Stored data
◇ ◇ ◇ ◇

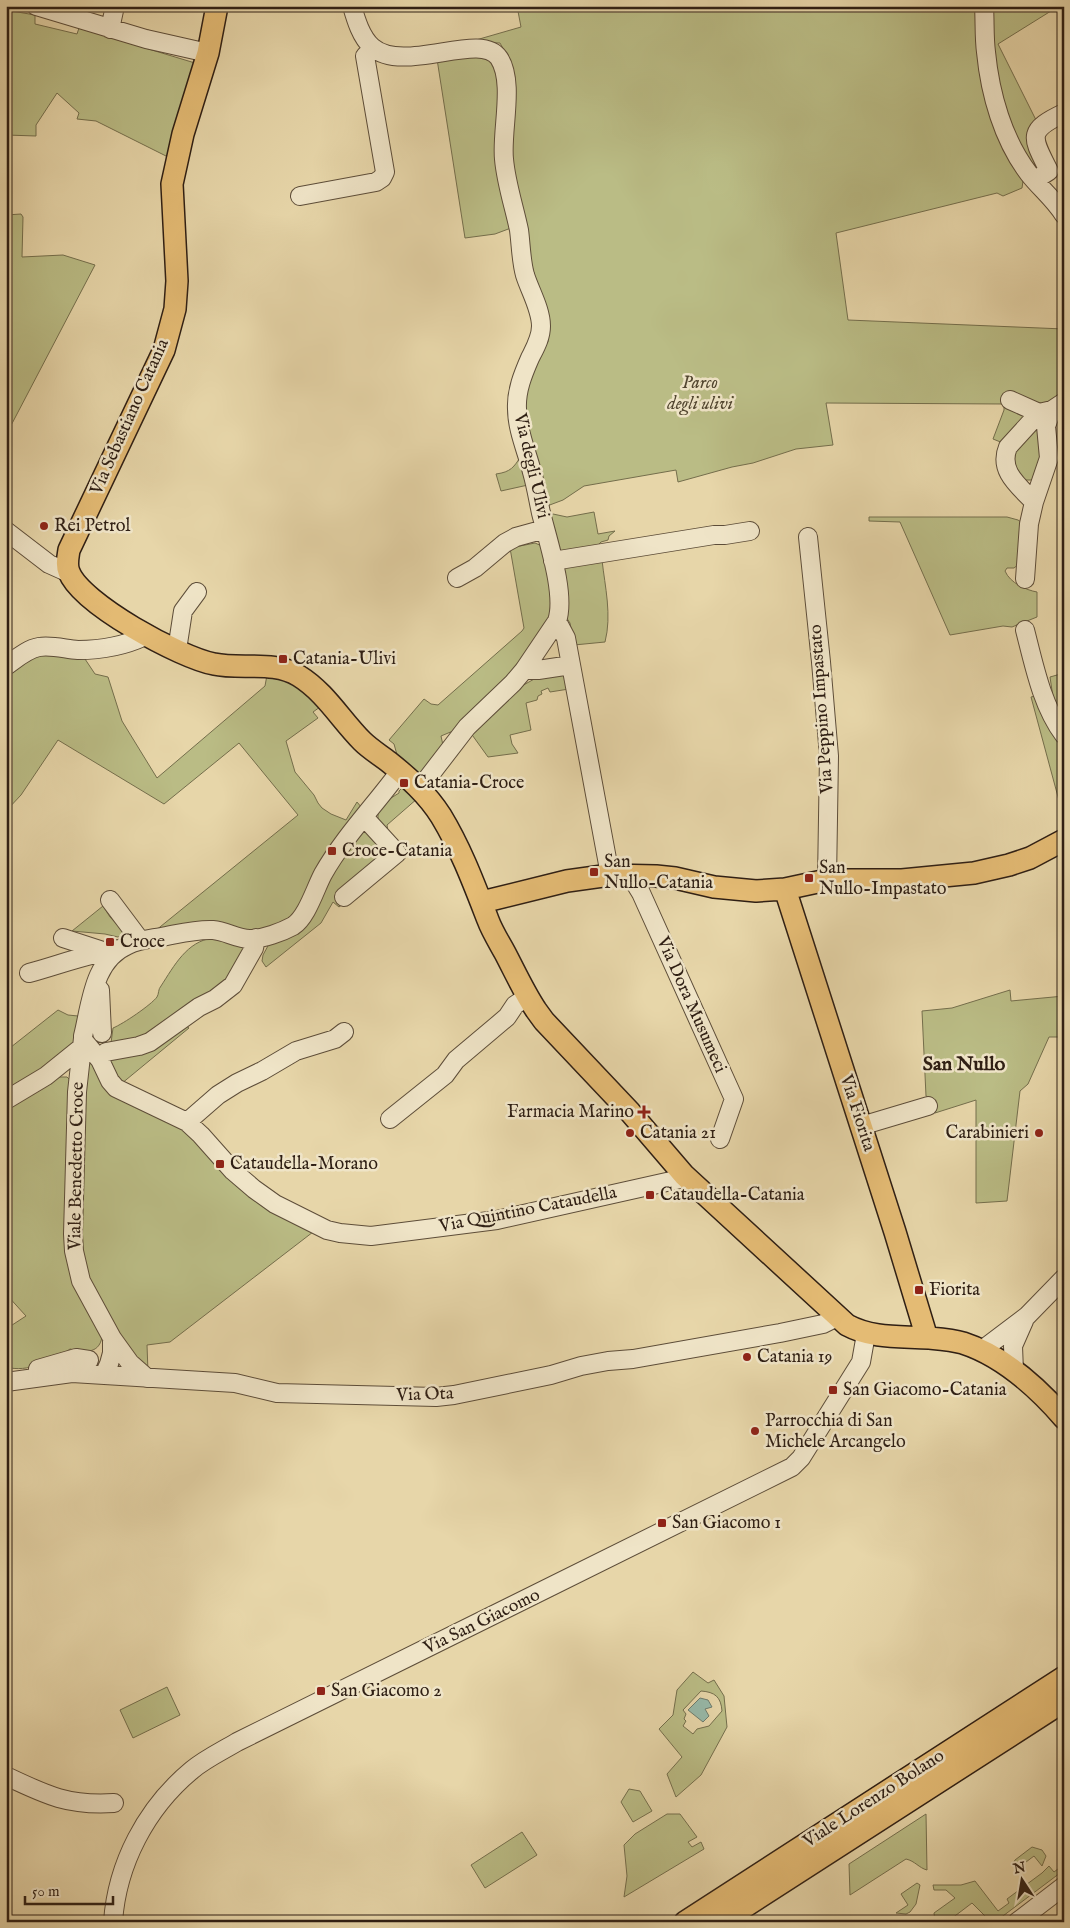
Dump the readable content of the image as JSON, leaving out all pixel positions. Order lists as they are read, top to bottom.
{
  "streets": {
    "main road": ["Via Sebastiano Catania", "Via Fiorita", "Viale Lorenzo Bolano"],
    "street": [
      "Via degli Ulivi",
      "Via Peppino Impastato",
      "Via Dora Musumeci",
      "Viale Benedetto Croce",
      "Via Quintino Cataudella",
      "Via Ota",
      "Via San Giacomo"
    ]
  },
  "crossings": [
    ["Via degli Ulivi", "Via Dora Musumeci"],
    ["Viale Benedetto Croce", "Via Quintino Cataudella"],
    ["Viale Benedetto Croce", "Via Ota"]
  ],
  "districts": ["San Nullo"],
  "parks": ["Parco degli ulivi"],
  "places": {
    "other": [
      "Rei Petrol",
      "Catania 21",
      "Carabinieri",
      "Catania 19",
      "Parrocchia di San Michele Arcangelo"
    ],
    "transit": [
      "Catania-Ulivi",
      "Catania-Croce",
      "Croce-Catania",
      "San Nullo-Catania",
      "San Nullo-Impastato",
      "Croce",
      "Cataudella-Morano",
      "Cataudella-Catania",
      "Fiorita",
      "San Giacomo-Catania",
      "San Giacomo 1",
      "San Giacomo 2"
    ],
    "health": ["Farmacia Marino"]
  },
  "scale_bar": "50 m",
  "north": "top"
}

◇ ◇ ◇ ◇

• YOUR GOAL:
Copy each line from the entries above that has the word "Croce" in it.

• RESPONSE TO THE EXERCISE:
      "Viale Benedetto Croce",
    ["Viale Benedetto Croce", "Via Quintino Cataudella"],
    ["Viale Benedetto Croce", "Via Ota"]
      "Catania-Croce",
      "Croce-Catania",
      "Croce",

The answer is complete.